Comparison with fippy (Python Implementation)

library(data.table)
library(ggplot2)
library(jsonlite)
library(knitr)
library(glue)
library(here)

# Set seed for reproducibility
set.seed(123)

Overview

This article compares xplainfi’s feature importance implementations with those from fippy, a Python package implementing similar methods.
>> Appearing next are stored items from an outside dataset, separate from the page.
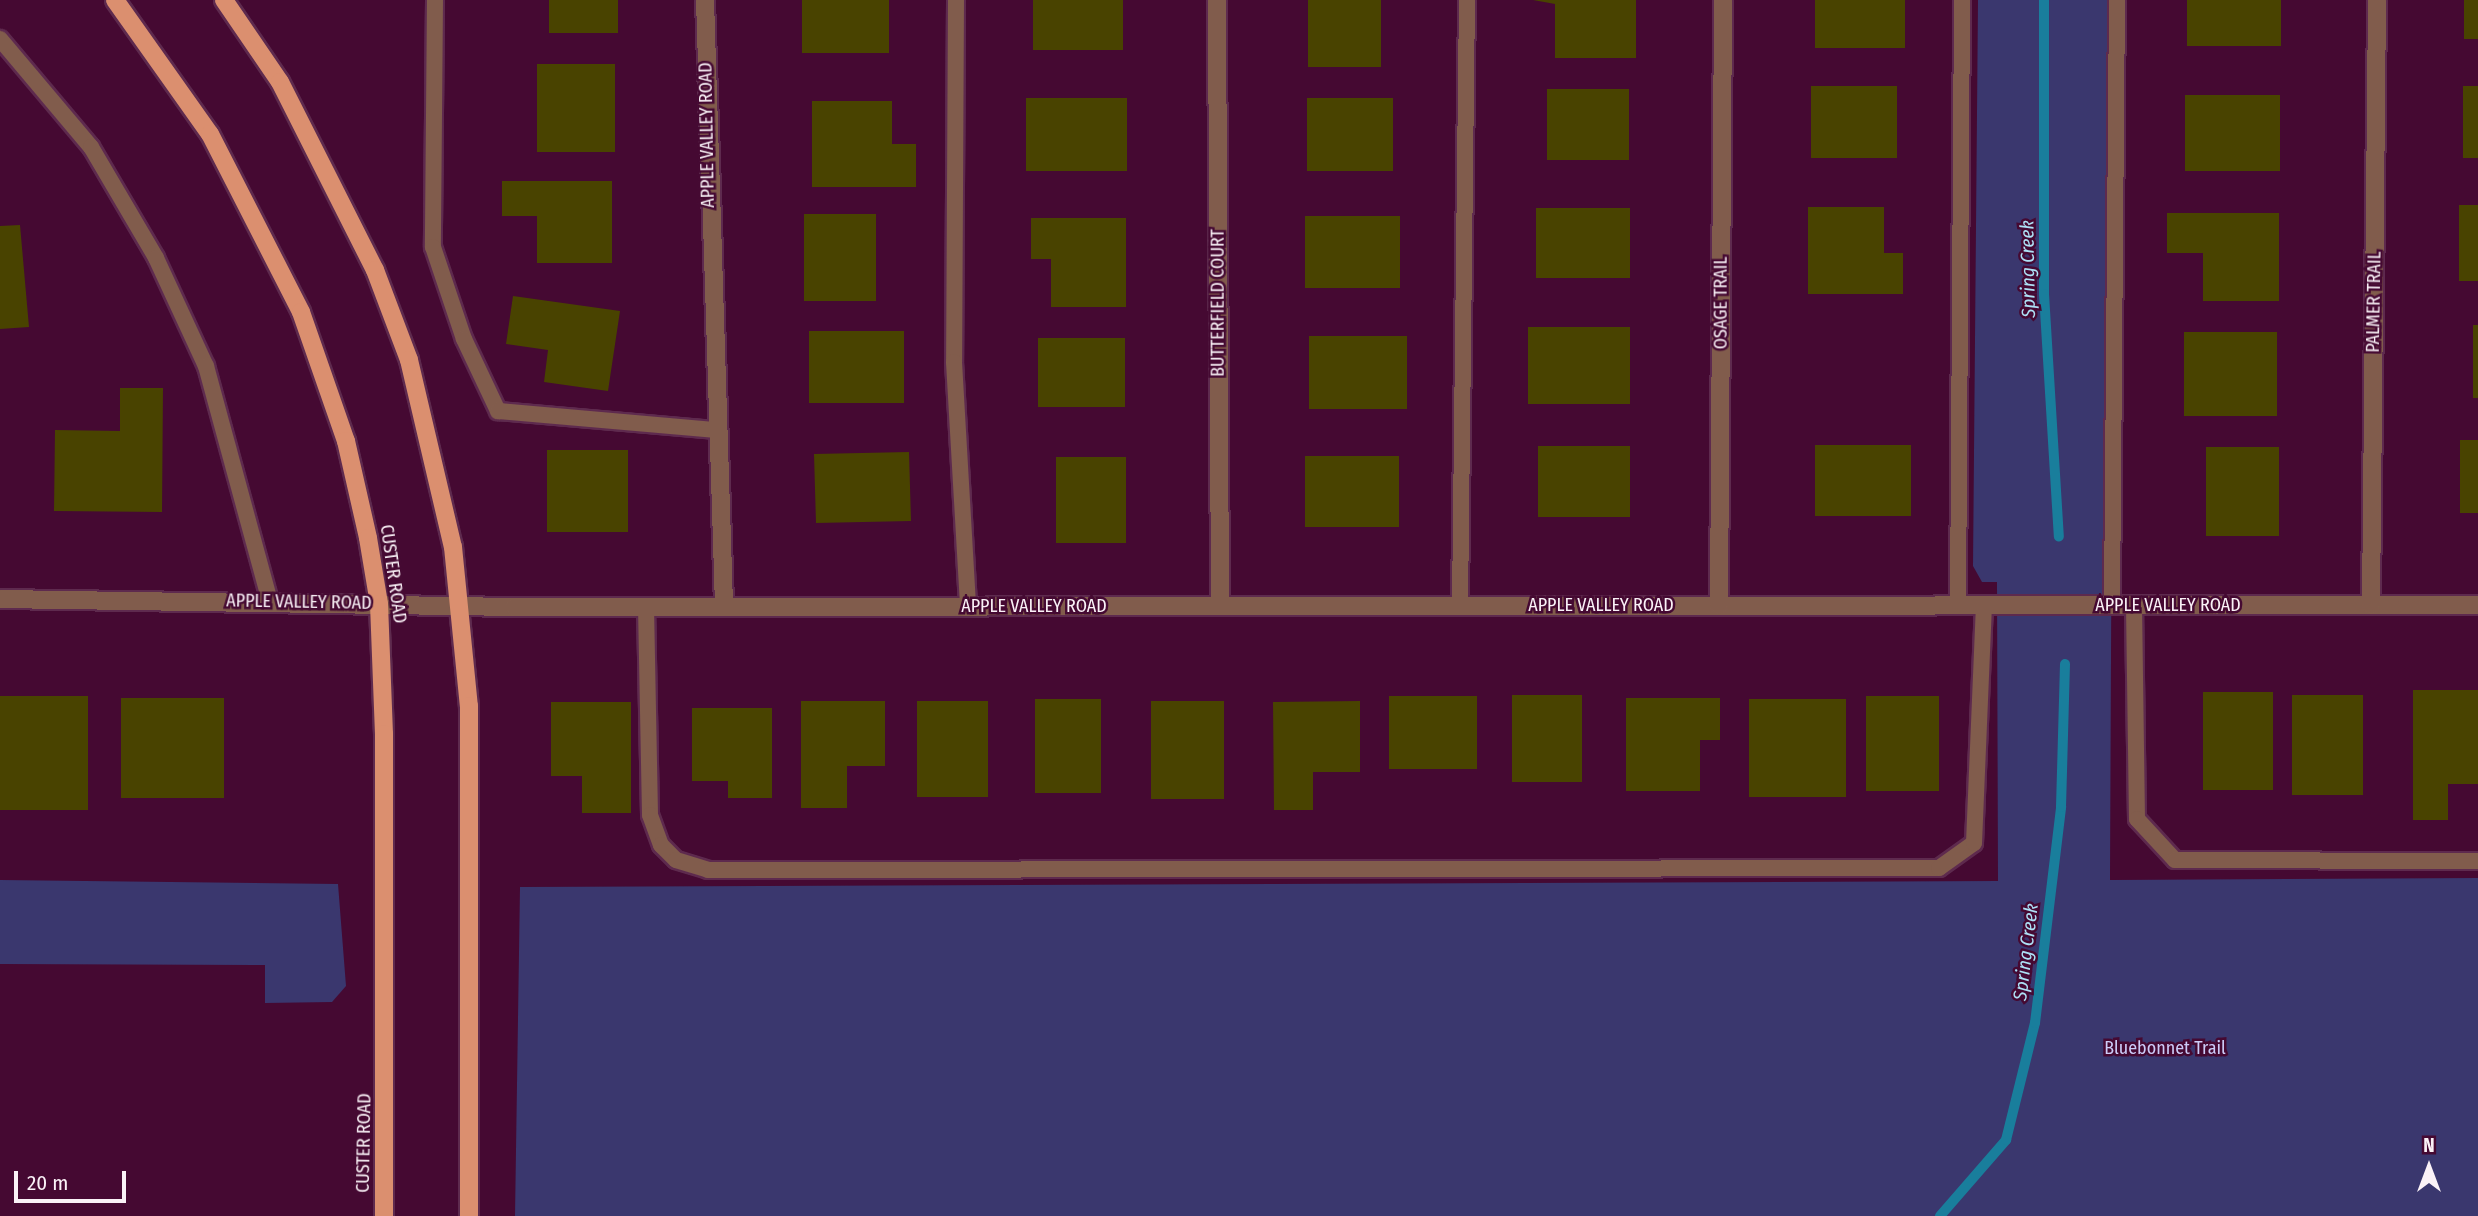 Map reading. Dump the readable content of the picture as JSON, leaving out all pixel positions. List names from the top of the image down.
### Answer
{
  "streets": {
    "main road": ["CUSTER ROAD"],
    "street": [
      "APPLE VALLEY ROAD",
      "PALMER TRAIL",
      "BUTTERFIELD COURT",
      "OSAGE TRAIL"
    ]
  },
  "crossings": [
    ["APPLE VALLEY ROAD", "PALMER TRAIL"],
    ["APPLE VALLEY ROAD", "BUTTERFIELD COURT"],
    ["APPLE VALLEY ROAD", "OSAGE TRAIL"],
    ["APPLE VALLEY ROAD", "CUSTER ROAD"]
  ],
  "water": ["Spring Creek"],
  "parks": ["Bluebonnet Trail"],
  "scale_bar": "20 m",
  "north": "top"
} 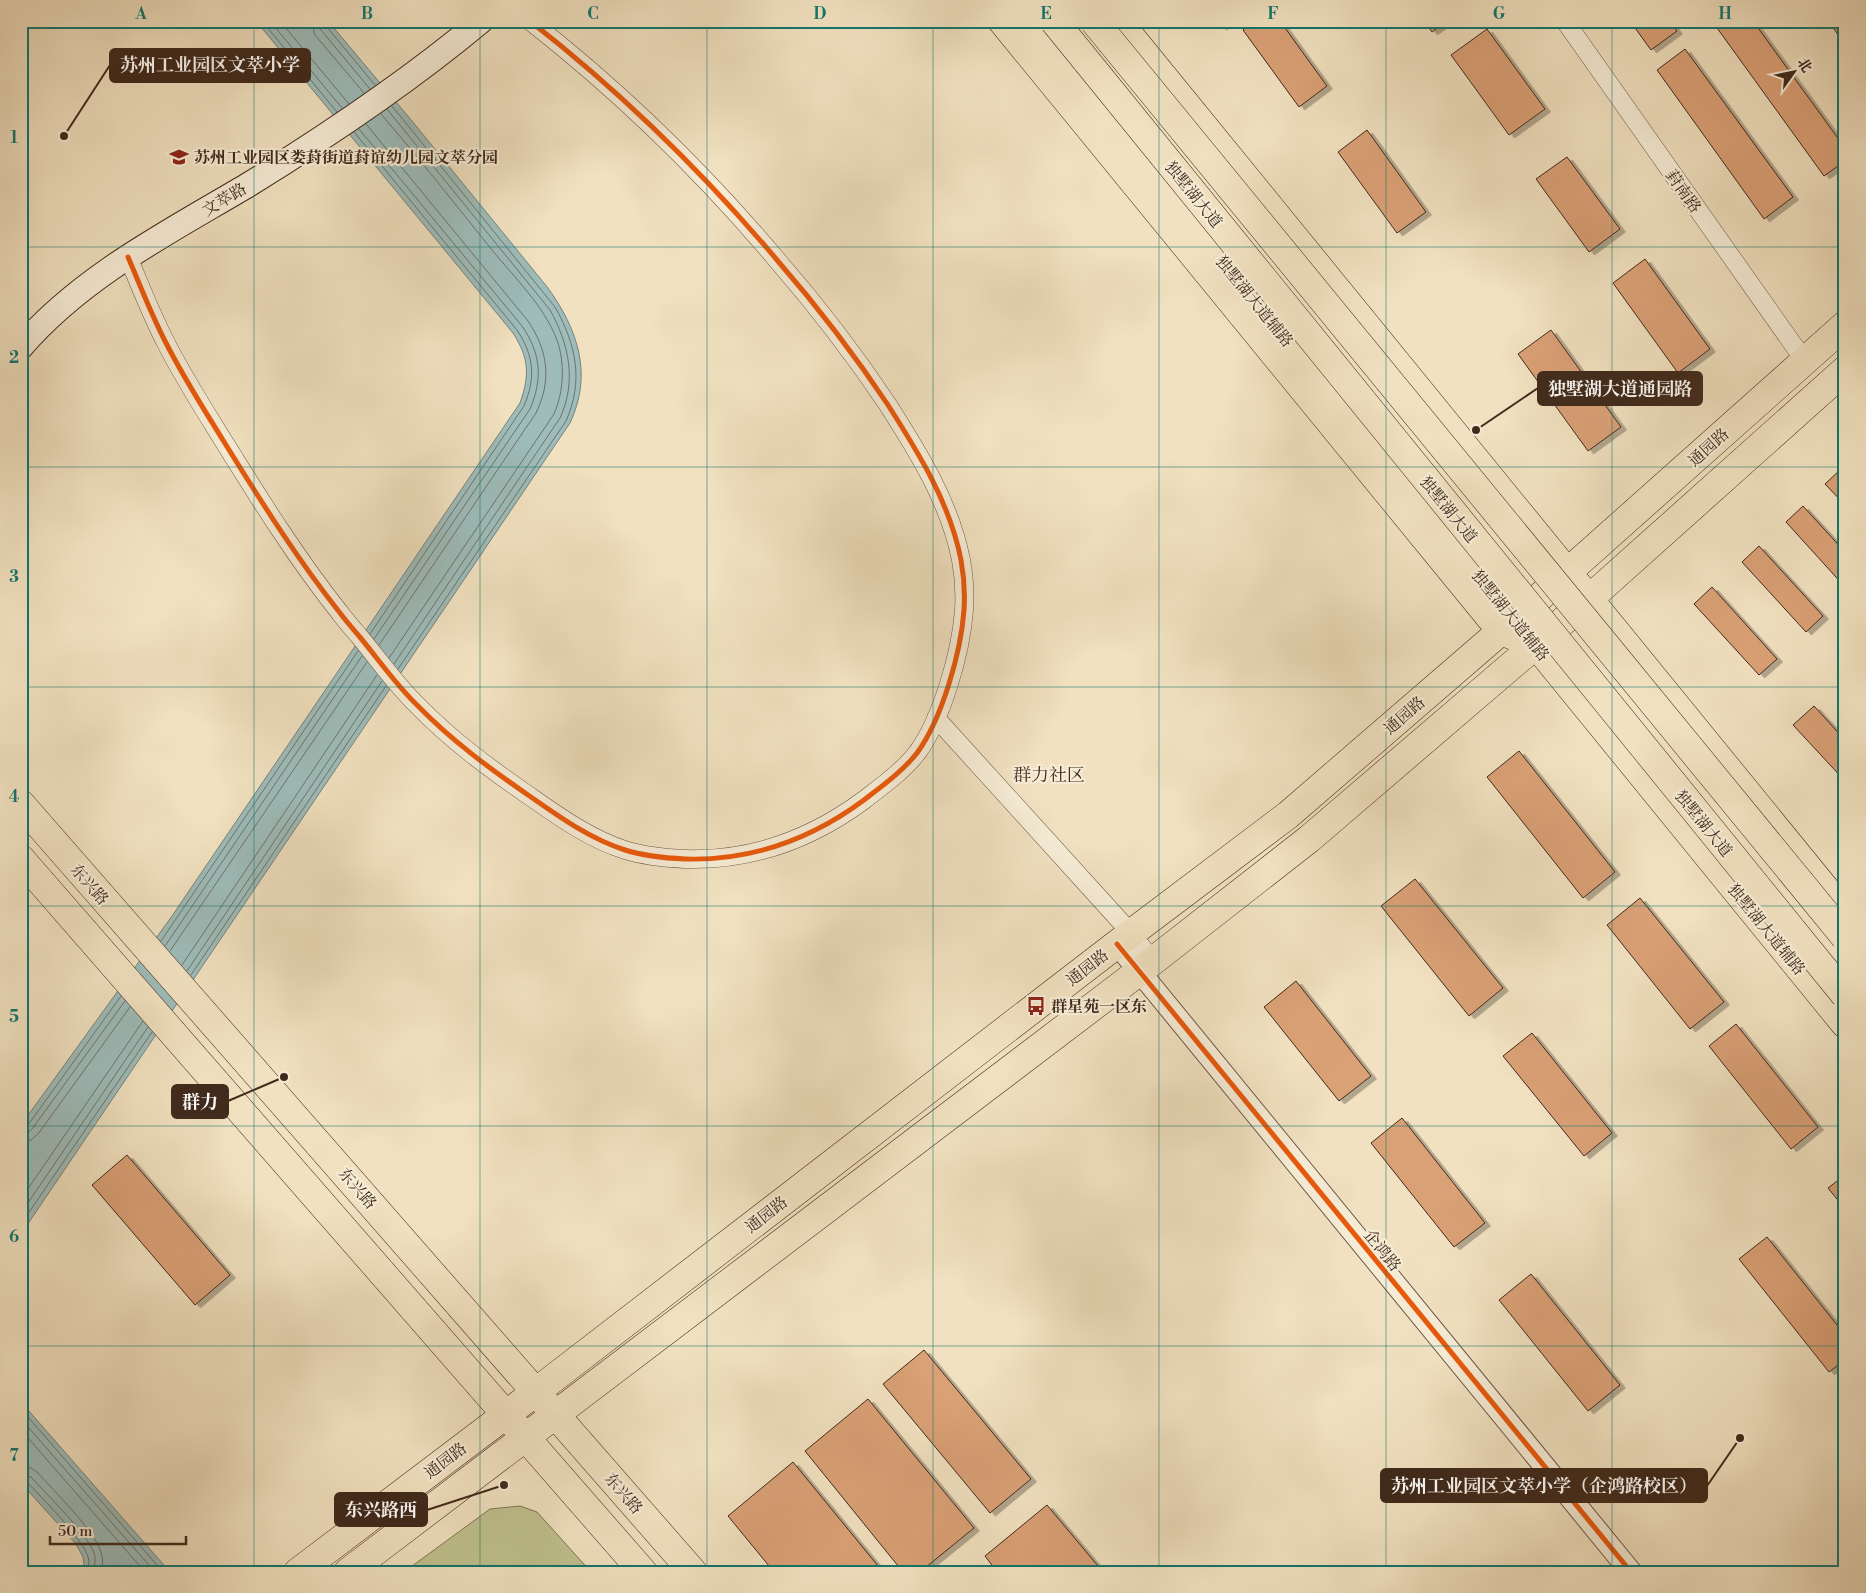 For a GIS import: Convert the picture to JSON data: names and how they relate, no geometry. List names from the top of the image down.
{
  "streets": {
    "main road": [
      "独墅湖大道",
      "文萃路",
      "独墅湖大道辅路",
      "通园路",
      "东兴路"
    ],
    "street": ["葑南路", "企鸿路"]
  },
  "crossings": [
    ["葑南路", "通园路"],
    ["独墅湖大道辅路", "通园路"],
    ["通园路", "东兴路"],
    ["通园路", "企鸿路"]
  ],
  "districts": ["群力社区"],
  "places": {
    "other": [
      "苏州工业园区文萃小学",
      "独墅湖大道通园路",
      "群力",
      "苏州工业园区文萃小学（企鸿路校区）",
      "东兴路西"
    ],
    "school or university": ["苏州工业园区娄葑街道葑谊幼儿园文萃分园"],
    "bus stop": ["群星苑一区东"]
  },
  "scale_bar": "50 m",
  "north": "top right",
  "grid": {
    "columns": [
      "A",
      "B",
      "C",
      "D",
      "E",
      "F",
      "G",
      "H"
    ],
    "rows": [
      "1",
      "2",
      "3",
      "4",
      "5",
      "6",
      "7"
    ]
  }
}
This comparison serves as a regression test to ensure methodological consistency across language implementations.

The comparison includes:

PFI (Permutation Feature Importance)
CFI (Conditional Feature Importance)
RFI (Relative Feature Importance)
SAGE (Shapley Additive Global Importance) - both marginal and conditional variants

Methodology

Both implementations use:

Dataset: Ewald et al. simulation with 5000 observations (sim_dgp_ewald())
Evaluation: Same train/test data (70% train)
Metrics: Mean Squared Error for importance calculations

The Ewald simulation provides an interpretable test case where we can better understand expected feature importance patterns, particularly for conditional methods that account for feature dependencies.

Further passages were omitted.